The beauty of Aspen’s surroundings has long provided inspiration for artists, but, more recently, the intersection of art and the environment has spawned new “eco art” programs locally, with the aim of using creativity to make resource conservation more accessible to more people.

The project manager for CORE’s snow drawing event was Celia Dupps, a self-described “creative” who sculpts, illustrates, and designs mosaics in the Roaring Fork Valley. When living in Bali, Dupps founded the nonprofit Marine Foundation, which, among other things, builds underwater sea sculptures that function as living ecosystems, creating new habitat for fish, coral, and other ocean life. She discovered that art is a relatable way to involve people with social change. “People can absorb information through art in a way they can’t when they’re confronted with a set of data,” she says. “A creative approach is a powerful way to engage people in sustainable solutions to environmental issues.”

When Dupps moved here two years ago and found herself about as far from the ocean as you can get, she dove right into the mountain habitat, finding new avenues for eco art and community outreach. She joined forces with the Art Base to create Roaring Fork Art for Nature, a three-year program that integrates living sculpture with education and outreach. It kicks off this June with “We Love Pollinators,” a heart-shaped living sculpture made from flowers, including petunias, echinacea, marigolds, and bergamot.

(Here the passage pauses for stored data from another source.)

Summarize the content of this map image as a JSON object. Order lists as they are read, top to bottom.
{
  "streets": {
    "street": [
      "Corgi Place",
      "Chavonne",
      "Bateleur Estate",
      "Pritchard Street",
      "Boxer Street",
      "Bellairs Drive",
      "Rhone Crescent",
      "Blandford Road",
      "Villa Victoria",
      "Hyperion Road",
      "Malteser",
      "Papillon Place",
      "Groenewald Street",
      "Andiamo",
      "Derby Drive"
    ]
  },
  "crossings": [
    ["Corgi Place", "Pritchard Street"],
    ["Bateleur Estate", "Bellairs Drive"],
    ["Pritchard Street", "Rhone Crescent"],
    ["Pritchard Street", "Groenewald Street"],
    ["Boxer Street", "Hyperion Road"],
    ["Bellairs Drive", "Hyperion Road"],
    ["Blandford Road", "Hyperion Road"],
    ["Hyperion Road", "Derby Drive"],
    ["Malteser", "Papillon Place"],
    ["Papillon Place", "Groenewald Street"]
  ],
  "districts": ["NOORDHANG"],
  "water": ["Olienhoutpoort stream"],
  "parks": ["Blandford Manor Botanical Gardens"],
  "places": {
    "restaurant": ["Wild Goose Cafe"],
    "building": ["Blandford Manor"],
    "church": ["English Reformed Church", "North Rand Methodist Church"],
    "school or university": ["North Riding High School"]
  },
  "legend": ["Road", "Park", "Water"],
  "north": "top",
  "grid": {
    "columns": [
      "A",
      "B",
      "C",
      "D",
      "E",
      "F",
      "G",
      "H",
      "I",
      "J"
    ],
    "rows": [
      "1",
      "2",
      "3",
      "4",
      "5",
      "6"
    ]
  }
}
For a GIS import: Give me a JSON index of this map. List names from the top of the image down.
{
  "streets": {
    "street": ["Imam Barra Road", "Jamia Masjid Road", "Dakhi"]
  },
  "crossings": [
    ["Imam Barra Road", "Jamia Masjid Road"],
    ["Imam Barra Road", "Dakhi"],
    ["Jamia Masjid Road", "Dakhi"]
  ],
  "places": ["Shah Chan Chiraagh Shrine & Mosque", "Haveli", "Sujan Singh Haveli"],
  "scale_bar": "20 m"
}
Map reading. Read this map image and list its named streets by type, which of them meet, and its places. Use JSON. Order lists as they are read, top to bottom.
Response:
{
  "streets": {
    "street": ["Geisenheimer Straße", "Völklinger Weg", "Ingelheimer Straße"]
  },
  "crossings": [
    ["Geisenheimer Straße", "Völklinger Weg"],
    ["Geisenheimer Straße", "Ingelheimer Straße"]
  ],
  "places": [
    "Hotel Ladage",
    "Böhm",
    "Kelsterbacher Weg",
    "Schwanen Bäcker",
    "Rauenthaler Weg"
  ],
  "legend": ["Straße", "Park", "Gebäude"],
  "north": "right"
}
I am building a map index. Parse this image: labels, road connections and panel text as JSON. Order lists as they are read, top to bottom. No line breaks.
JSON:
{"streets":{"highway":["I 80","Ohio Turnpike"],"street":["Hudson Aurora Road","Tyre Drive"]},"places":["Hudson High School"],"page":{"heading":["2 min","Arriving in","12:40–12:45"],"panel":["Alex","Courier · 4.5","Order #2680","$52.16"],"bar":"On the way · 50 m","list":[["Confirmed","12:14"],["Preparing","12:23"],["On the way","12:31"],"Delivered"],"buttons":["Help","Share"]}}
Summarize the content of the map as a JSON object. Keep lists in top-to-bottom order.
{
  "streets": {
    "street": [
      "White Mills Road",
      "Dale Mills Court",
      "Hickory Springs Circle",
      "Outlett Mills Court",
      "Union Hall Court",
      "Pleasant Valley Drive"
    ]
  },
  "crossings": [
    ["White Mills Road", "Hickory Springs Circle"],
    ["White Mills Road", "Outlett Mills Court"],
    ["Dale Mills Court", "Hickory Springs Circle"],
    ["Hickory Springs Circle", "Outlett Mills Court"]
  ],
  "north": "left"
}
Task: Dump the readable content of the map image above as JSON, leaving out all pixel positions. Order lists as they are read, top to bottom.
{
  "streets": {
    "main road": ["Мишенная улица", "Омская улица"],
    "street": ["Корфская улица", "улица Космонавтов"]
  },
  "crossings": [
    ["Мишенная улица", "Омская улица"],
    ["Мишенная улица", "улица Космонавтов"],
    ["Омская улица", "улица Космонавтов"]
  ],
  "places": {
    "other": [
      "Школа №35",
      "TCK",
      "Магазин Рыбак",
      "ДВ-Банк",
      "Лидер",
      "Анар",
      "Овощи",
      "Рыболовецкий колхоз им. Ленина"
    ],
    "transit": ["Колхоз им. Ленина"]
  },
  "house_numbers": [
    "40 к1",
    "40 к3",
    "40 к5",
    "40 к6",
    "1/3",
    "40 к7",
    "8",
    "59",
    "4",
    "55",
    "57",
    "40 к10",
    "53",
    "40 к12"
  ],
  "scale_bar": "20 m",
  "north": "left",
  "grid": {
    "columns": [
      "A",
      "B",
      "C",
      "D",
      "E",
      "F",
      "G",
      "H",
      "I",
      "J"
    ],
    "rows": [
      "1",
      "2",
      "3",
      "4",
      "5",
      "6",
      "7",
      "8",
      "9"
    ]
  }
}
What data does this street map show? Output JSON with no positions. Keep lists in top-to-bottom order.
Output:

“It’s inspired by the Jeff Koons dog at the Guggenheim Bilbao, and the structure is actually quite complex,” Dupps says. The piece will be on display at the Art Base campus in Basalt. A corresponding website for the project and social media campaign will provide info about local pollinators—bees, hummingbirds, moths, butterflies, and other insects. “We want people to take photos of the life in the artwork so we can catalog all the pollinators it attracts,” explains Dupps.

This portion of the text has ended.